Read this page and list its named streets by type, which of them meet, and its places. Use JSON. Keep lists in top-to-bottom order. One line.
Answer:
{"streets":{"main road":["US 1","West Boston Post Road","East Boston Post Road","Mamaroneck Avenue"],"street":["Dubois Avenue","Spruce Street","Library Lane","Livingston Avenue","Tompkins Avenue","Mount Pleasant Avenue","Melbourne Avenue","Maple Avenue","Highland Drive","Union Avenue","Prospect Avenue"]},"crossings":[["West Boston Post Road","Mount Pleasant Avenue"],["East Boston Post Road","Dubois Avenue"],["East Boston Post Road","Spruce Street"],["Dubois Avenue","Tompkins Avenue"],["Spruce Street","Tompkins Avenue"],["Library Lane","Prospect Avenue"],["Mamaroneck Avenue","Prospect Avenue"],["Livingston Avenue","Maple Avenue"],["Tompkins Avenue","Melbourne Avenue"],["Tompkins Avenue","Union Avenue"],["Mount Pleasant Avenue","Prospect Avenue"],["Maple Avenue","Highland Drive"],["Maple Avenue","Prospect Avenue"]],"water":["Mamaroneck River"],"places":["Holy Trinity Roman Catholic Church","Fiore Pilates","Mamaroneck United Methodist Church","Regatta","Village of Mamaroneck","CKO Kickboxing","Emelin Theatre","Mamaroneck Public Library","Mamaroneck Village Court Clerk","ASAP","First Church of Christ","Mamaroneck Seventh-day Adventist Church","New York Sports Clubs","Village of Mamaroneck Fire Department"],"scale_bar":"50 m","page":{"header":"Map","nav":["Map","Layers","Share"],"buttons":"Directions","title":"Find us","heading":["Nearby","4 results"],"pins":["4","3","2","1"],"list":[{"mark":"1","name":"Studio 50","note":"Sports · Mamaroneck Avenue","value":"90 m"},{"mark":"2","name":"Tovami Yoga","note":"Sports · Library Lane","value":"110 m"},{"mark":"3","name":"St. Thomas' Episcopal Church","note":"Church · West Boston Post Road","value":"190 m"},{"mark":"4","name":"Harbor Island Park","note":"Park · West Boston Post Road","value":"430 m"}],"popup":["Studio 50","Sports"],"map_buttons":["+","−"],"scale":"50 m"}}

**PROBLEM DESCRIPTION:** Copy the whole listing, word for word.

**WRITTEN ANSWER:**
Read this page and list its named streets by type, which of them meet, and its places. Use JSON. Keep lists in top-to-bottom order. One line.
Answer:
{"streets":{"main road":["US 1","West Boston Post Road","East Boston Post Road","Mamaroneck Avenue"],"street":["Dubois Avenue","Spruce Street","Library Lane","Livingston Avenue","Tompkins Avenue","Mount Pleasant Avenue","Melbourne Avenue","Maple Avenue","Highland Drive","Union Avenue","Prospect Avenue"]},"crossings":[["West Boston Post Road","Mount Pleasant Avenue"],["East Boston Post Road","Dubois Avenue"],["East Boston Post Road","Spruce Street"],["Dubois Avenue","Tompkins Avenue"],["Spruce Street","Tompkins Avenue"],["Library Lane","Prospect Avenue"],["Mamaroneck Avenue","Prospect Avenue"],["Livingston Avenue","Maple Avenue"],["Tompkins Avenue","Melbourne Avenue"],["Tompkins Avenue","Union Avenue"],["Mount Pleasant Avenue","Prospect Avenue"],["Maple Avenue","Highland Drive"],["Maple Avenue","Prospect Avenue"]],"water":["Mamaroneck River"],"places":["Holy Trinity Roman Catholic Church","Fiore Pilates","Mamaroneck United Methodist Church","Regatta","Village of Mamaroneck","CKO Kickboxing","Emelin Theatre","Mamaroneck Public Library","Mamaroneck Village Court Clerk","ASAP","First Church of Christ","Mamaroneck Seventh-day Adventist Church","New York Sports Clubs","Village of Mamaroneck Fire Department"],"scale_bar":"50 m","page":{"header":"Map","nav":["Map","Layers","Share"],"buttons":"Directions","title":"Find us","heading":["Nearby","4 results"],"pins":["4","3","2","1"],"list":[{"mark":"1","name":"Studio 50","note":"Sports · Mamaroneck Avenue","value":"90 m"},{"mark":"2","name":"Tovami Yoga","note":"Sports · Library Lane","value":"110 m"},{"mark":"3","name":"St. Thomas' Episcopal Church","note":"Church · West Boston Post Road","value":"190 m"},{"mark":"4","name":"Harbor Island Park","note":"Park · West Boston Post Road","value":"430 m"}],"popup":["Studio 50","Sports"],"map_buttons":["+","−"],"scale":"50 m"}}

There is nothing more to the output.